### Directions for this task
Word for word, reproduce each line of the data below, omitting every image.

START Supplied records

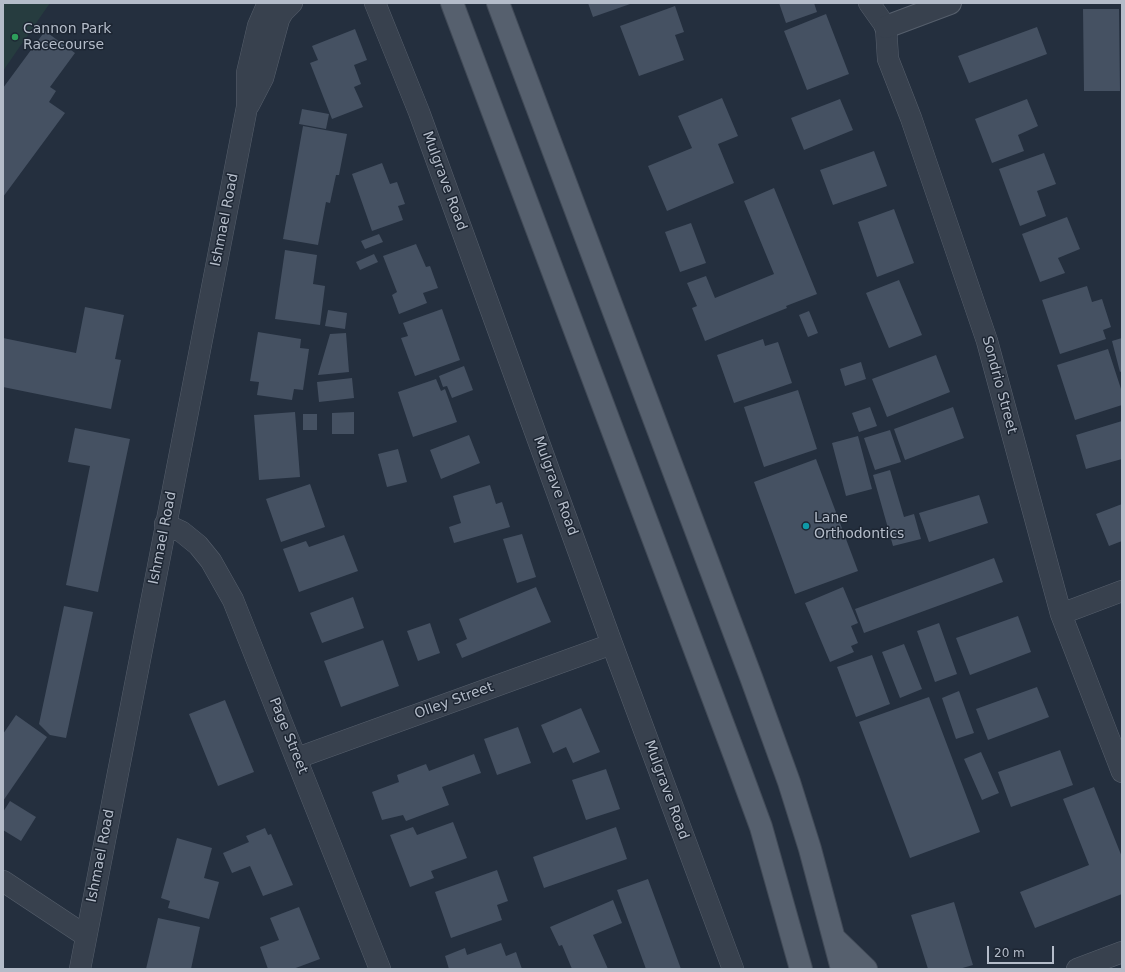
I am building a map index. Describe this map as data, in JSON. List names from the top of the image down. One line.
{"streets":{"street":["Mulgrave Road","Ishmael Road","Sondrio Street","Olley Street","Page Street"]},"crossings":[["Mulgrave Road","Olley Street"],["Ishmael Road","Page Street"],["Olley Street","Page Street"]],"places":["Cannon Park Racecourse","Lane Orthodontics"],"scale_bar":"20 m"}
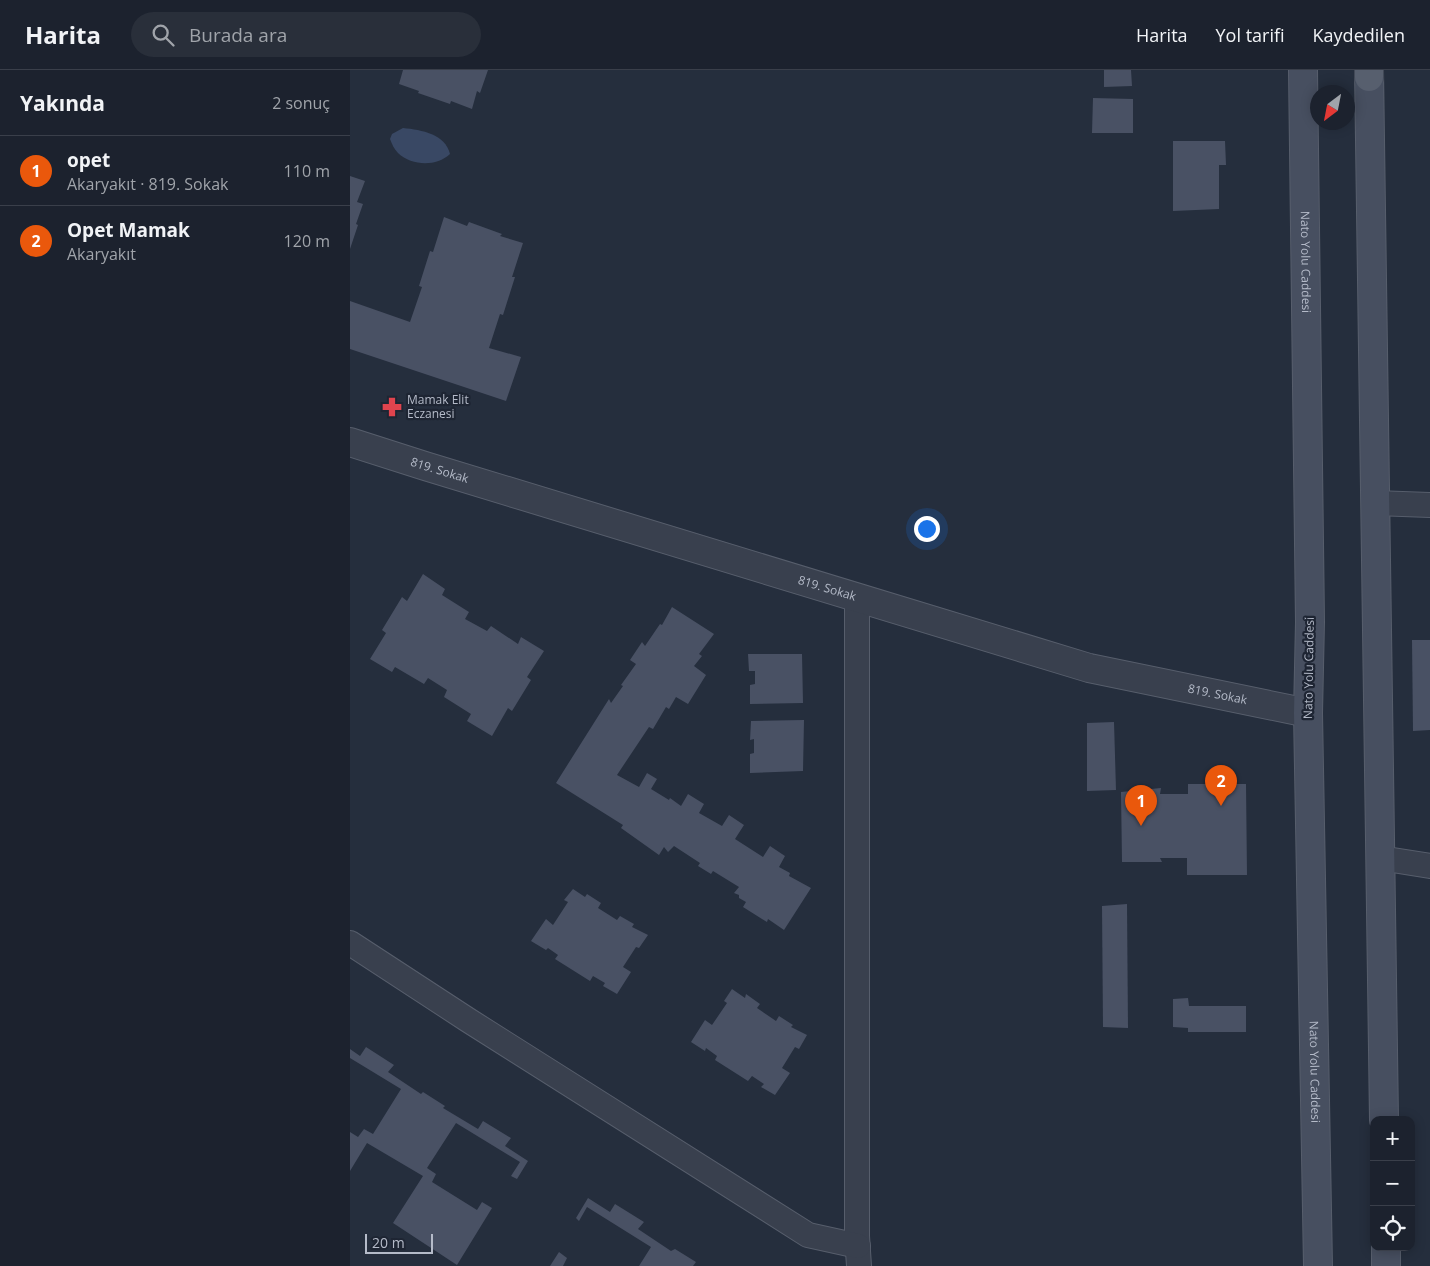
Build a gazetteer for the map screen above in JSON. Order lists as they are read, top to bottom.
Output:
{
  "streets": {
    "main road": ["Nato Yolu Caddesi"],
    "street": ["819. Sokak"]
  },
  "crossings": [
    ["Nato Yolu Caddesi", "819. Sokak"]
  ],
  "places": {
    "pharmacy": ["Mamak Elit Eczanesi"]
  },
  "scale_bar": "20 m",
  "north": "bottom left",
  "page": {
    "header": "Harita",
    "search": "Burada ara",
    "nav": ["Harita", "Yol tarifi", "Kaydedilen"],
    "heading": ["Yakında", "2 sonuç"],
    "list": [
      {
        "mark": "1",
        "name": "opet",
        "note": "Akaryakıt · 819. Sokak",
        "value": "110 m"
      },
      {
        "mark": "2",
        "name": "Opet Mamak",
        "note": "Akaryakıt",
        "value": "120 m"
      }
    ],
    "pins": ["2", "1"],
    "map_buttons": ["+", "−"],
    "scale": "20 m"
  }
}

END Supplied records

### Written answer
I am building a map index. Describe this map as data, in JSON. List names from the top of the image down. One line.
{"streets":{"street":["Mulgrave Road","Ishmael Road","Sondrio Street","Olley Street","Page Street"]},"crossings":[["Mulgrave Road","Olley Street"],["Ishmael Road","Page Street"],["Olley Street","Page Street"]],"places":["Cannon Park Racecourse","Lane Orthodontics"],"scale_bar":"20 m"}
Build a gazetteer for the map screen above in JSON. Order lists as they are read, top to bottom.
Output:
{
  "streets": {
    "main road": ["Nato Yolu Caddesi"],
    "street": ["819. Sokak"]
  },
  "crossings": [
    ["Nato Yolu Caddesi", "819. Sokak"]
  ],
  "places": {
    "pharmacy": ["Mamak Elit Eczanesi"]
  },
  "scale_bar": "20 m",
  "north": "bottom left",
  "page": {
    "header": "Harita",
    "search": "Burada ara",
    "nav": ["Harita", "Yol tarifi", "Kaydedilen"],
    "heading": ["Yakında", "2 sonuç"],
    "list": [
      {
        "mark": "1",
        "name": "opet",
        "note": "Akaryakıt · 819. Sokak",
        "value": "110 m"
      },
      {
        "mark": "2",
        "name": "Opet Mamak",
        "note": "Akaryakıt",
        "value": "120 m"
      }
    ],
    "pins": ["2", "1"],
    "map_buttons": ["+", "−"],
    "scale": "20 m"
  }
}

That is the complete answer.